An article in the local paper today lamented how global warming is devastating state fisheries. A piece on the local public radio station this morning noted that a nearby ski resort is expanding to include warm weather activities due to, the reporter implied, dwindling snowfalls resulting from climate change, i.e. global warming.

Both of these stories were aired despite the fact that our state has experienced one of the coolest summers in memory, but perhaps our weather this summer is an anomaly. Perhaps, but what about this? For a decade or more we've been subjected to alarming cries of melting polar ice caps. We've been shown pictures of polar bears on shrinking ice floes to convince us that the situation is dire.

Yet the British Daily Mail published a report recently that claims that:
A chilly Arctic summer has left nearly a million more square miles of ocean covered with ice than at the same time last year – an increase of 60 per cent.

The rebound from 2012’s record low comes six years after the BBC reported that global warming would leave the Arctic ice-free in summer by 2013.
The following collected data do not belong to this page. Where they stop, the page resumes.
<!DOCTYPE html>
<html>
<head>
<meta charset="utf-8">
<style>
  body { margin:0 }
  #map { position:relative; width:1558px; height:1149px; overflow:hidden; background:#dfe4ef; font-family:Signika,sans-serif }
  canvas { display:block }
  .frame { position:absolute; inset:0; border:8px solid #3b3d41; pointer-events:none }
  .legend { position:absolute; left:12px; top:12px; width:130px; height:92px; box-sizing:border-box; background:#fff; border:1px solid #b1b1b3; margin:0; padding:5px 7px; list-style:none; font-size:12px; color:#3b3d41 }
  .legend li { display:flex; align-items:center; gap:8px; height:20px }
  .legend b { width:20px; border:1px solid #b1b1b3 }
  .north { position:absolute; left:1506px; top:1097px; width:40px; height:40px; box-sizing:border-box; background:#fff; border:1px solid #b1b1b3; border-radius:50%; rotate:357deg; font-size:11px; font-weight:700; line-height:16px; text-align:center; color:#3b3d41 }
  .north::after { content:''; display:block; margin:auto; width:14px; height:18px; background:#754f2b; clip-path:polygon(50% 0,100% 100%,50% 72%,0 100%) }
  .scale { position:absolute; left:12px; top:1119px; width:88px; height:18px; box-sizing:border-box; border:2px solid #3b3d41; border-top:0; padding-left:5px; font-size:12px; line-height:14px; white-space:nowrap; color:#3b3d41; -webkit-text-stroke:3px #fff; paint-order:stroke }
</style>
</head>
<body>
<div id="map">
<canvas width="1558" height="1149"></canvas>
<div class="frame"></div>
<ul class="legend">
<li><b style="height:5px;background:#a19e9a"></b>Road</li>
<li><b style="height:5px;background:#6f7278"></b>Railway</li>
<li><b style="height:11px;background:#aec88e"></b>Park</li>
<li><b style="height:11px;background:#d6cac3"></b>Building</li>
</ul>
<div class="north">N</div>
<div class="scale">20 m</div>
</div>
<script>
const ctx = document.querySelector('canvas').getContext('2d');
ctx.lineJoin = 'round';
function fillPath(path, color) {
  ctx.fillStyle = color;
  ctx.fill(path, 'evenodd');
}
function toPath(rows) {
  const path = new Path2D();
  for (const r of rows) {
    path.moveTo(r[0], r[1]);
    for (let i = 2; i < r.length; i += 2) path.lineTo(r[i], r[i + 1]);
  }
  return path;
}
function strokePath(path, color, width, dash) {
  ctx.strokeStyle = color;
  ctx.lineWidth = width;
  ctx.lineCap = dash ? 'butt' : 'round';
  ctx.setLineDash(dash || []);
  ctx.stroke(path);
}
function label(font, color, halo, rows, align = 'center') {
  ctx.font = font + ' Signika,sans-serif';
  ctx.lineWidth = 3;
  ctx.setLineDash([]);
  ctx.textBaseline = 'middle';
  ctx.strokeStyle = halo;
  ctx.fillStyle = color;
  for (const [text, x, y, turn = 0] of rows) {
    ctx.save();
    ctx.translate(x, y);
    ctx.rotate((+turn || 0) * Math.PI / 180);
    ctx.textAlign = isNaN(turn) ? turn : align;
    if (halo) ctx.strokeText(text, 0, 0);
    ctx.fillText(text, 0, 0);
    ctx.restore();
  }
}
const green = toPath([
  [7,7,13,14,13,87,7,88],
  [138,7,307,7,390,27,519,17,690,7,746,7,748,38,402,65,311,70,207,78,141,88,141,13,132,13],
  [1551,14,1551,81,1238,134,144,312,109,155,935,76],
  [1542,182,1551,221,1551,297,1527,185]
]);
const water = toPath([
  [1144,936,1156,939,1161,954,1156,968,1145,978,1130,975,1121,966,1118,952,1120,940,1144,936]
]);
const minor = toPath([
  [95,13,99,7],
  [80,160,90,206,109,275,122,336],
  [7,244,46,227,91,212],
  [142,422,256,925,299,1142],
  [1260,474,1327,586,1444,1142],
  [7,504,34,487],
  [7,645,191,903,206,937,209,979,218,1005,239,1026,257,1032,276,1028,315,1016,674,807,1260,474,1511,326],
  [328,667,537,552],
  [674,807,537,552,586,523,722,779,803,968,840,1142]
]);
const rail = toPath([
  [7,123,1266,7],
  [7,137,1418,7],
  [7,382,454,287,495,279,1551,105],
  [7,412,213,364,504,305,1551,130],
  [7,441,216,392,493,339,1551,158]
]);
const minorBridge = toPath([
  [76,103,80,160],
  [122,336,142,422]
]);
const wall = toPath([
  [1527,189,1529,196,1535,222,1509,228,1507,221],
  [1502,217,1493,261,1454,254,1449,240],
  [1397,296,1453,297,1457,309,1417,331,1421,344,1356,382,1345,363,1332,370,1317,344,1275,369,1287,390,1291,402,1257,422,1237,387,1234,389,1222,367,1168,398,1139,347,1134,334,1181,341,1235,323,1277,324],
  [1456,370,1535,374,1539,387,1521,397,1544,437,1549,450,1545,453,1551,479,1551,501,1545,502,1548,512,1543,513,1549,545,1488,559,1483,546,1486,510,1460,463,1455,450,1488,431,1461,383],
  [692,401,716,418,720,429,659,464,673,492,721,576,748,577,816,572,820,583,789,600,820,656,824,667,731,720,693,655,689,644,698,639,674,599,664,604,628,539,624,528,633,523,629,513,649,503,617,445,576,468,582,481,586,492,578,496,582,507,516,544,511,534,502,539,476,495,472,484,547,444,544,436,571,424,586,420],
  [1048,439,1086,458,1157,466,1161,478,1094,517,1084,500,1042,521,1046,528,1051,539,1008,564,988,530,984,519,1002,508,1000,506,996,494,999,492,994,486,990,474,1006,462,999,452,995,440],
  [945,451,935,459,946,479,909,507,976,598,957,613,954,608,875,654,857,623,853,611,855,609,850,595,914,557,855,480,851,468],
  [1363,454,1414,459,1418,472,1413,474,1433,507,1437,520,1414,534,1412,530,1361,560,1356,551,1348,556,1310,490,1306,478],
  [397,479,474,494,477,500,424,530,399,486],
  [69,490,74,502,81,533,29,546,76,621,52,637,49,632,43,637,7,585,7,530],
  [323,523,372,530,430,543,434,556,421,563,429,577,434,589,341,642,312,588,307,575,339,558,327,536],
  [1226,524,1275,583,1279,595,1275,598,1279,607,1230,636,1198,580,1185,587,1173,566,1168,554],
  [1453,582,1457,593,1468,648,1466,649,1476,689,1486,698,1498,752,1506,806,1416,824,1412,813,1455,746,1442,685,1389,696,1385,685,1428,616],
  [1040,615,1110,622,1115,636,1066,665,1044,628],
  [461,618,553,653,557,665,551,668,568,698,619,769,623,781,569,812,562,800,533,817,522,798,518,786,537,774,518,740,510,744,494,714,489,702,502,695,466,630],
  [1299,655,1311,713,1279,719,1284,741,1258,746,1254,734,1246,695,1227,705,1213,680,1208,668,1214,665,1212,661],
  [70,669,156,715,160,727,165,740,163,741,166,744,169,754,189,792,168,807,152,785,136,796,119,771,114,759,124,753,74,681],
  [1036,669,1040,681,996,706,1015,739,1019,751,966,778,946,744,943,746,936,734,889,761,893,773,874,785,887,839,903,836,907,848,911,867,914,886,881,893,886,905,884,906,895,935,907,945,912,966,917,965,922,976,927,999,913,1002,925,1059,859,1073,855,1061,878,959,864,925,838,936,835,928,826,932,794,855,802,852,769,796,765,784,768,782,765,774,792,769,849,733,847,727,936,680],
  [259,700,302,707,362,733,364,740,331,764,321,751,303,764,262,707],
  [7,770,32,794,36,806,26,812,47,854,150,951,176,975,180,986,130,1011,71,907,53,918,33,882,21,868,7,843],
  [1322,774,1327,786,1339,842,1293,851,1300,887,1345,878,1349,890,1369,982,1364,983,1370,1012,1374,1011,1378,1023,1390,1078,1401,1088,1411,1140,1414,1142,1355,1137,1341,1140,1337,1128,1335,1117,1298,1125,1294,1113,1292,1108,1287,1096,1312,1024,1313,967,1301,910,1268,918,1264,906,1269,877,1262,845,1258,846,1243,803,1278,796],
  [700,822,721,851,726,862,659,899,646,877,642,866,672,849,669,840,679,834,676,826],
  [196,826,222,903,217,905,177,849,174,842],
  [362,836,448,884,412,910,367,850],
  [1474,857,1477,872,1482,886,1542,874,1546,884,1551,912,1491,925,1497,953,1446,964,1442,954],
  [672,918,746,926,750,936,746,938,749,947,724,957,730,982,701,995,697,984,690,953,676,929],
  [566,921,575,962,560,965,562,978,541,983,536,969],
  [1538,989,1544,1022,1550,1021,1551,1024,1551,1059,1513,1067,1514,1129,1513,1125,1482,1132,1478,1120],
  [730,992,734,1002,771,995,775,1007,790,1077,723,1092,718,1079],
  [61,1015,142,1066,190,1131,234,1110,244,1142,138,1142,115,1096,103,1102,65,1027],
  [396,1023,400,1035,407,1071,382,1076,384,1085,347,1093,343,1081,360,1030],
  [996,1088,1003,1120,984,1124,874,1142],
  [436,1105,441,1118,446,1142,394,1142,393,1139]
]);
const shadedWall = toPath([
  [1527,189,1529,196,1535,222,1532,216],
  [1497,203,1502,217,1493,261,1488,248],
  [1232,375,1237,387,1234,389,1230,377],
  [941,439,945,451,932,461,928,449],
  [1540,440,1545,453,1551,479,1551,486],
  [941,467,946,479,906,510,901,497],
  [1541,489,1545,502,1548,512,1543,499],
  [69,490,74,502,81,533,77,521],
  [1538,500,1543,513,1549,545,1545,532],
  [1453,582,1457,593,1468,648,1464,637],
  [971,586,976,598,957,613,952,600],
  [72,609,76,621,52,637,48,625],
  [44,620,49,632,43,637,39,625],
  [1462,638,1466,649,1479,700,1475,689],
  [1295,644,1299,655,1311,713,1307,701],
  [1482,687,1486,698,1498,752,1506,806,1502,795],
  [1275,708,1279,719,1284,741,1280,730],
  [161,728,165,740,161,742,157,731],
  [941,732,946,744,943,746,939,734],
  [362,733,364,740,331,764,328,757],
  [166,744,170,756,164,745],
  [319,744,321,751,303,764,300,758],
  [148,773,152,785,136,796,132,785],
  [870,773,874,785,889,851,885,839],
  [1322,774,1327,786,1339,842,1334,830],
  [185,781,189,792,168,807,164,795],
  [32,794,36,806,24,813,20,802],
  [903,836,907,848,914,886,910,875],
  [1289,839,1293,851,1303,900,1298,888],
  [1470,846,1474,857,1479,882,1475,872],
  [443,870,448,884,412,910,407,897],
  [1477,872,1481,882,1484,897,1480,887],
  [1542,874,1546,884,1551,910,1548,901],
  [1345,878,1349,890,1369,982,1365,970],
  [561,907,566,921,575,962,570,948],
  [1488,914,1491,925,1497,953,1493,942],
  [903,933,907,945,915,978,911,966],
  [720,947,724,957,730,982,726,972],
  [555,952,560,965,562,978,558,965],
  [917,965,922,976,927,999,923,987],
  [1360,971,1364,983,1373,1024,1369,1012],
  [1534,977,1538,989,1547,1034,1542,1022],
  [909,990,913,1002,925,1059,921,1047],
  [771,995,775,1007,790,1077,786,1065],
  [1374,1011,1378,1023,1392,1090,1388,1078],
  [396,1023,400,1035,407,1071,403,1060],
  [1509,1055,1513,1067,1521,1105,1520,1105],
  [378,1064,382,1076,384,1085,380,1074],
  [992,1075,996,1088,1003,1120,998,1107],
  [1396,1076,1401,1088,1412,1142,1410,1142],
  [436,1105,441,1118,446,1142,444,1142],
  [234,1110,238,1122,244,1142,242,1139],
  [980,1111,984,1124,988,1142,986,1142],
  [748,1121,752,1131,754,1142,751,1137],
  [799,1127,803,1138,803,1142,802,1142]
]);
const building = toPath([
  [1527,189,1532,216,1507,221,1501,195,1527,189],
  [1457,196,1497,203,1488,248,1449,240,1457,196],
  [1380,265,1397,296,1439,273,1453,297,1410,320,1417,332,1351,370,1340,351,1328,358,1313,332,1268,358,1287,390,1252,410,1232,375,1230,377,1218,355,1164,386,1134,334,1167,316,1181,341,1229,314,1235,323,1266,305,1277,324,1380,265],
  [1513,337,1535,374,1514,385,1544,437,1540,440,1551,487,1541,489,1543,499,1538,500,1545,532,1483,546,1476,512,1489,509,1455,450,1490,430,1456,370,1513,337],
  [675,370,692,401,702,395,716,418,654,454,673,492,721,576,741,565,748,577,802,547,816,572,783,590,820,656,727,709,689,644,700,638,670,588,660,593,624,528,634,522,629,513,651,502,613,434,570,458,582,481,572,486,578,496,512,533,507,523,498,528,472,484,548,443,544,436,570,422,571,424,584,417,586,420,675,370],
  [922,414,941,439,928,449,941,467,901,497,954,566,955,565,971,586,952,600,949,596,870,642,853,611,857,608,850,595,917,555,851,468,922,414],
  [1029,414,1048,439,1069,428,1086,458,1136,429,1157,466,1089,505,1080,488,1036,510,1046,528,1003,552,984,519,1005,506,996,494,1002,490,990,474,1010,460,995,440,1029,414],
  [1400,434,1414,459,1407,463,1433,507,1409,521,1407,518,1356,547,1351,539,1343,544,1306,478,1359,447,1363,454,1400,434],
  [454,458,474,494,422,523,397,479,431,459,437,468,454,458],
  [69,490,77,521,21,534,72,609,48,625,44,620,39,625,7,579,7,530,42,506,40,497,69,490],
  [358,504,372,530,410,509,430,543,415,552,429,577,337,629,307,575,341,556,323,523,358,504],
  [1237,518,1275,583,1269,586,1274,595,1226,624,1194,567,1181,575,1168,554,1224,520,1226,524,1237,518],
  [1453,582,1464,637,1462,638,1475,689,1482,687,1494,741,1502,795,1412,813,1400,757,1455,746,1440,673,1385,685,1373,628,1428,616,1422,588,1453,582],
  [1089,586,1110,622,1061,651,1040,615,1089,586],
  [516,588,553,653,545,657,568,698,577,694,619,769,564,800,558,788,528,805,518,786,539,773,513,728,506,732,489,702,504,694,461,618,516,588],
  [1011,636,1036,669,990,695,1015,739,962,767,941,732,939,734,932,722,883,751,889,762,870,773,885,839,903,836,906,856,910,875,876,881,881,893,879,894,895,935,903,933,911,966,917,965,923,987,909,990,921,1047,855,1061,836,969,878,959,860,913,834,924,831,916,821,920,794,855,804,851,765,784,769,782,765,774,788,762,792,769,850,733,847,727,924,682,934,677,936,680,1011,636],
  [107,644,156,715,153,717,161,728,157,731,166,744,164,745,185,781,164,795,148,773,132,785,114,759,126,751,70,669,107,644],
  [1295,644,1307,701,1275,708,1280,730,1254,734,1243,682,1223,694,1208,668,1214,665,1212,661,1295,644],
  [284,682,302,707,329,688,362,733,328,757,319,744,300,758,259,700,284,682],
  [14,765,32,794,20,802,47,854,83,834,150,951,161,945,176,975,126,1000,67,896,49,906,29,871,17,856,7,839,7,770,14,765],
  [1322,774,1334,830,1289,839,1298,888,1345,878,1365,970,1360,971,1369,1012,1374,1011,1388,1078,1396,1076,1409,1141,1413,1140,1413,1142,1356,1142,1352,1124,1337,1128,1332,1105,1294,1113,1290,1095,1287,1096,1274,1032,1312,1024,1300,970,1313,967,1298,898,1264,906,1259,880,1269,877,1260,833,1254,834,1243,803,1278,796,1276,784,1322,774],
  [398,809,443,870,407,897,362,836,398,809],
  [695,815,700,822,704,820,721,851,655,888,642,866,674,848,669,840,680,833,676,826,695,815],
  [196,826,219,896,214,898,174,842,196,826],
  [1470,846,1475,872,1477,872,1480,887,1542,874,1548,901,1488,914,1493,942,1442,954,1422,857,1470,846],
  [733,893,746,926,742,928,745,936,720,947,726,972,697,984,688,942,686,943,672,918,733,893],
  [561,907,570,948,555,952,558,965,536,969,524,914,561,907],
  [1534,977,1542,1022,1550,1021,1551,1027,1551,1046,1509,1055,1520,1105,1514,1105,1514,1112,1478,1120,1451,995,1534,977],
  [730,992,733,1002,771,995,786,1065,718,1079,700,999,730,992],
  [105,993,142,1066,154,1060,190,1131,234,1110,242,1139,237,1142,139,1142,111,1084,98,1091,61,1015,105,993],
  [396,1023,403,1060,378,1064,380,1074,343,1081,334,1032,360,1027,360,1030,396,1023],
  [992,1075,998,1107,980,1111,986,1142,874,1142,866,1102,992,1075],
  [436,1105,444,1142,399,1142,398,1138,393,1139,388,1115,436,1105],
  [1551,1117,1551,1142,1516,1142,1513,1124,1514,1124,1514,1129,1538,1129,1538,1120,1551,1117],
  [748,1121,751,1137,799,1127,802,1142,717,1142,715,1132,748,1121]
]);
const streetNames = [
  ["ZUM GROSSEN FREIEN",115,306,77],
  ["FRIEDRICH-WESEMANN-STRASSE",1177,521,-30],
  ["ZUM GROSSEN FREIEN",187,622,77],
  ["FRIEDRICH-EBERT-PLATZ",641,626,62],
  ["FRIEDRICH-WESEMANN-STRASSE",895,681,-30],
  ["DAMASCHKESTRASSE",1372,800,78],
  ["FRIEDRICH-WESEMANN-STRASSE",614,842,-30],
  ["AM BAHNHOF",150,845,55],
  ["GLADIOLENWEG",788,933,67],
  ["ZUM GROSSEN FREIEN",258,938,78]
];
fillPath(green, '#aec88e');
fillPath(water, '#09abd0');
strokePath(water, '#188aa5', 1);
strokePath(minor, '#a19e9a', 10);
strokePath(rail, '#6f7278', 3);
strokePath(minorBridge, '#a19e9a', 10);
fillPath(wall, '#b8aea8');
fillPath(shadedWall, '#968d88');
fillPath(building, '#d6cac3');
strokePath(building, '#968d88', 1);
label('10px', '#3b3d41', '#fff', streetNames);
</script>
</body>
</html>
Instead, days before the annual autumn re-freeze is due to begin, an unbroken ice sheet more than half the size of Europe already stretches from the Canadian islands to Russia’s northern shores.
With all the conflicting claims about the catastrophic effects of global warming on one side and reports that there has been no warming at all for the last twelve years and the ice cap is actually growing on the other, how do we decide what's true?

Perhaps the wisest course is to decline to be swept up in the hysteria until unambiguous, incontestable evidence is adduced one way or the other. It would be wise, perhaps, to simply suspend opinion and maintain an open-minded skepticism toward both the claim that we're on the brink of an eco-catastrophe as well as the claim that nothing particularly unusual is happening.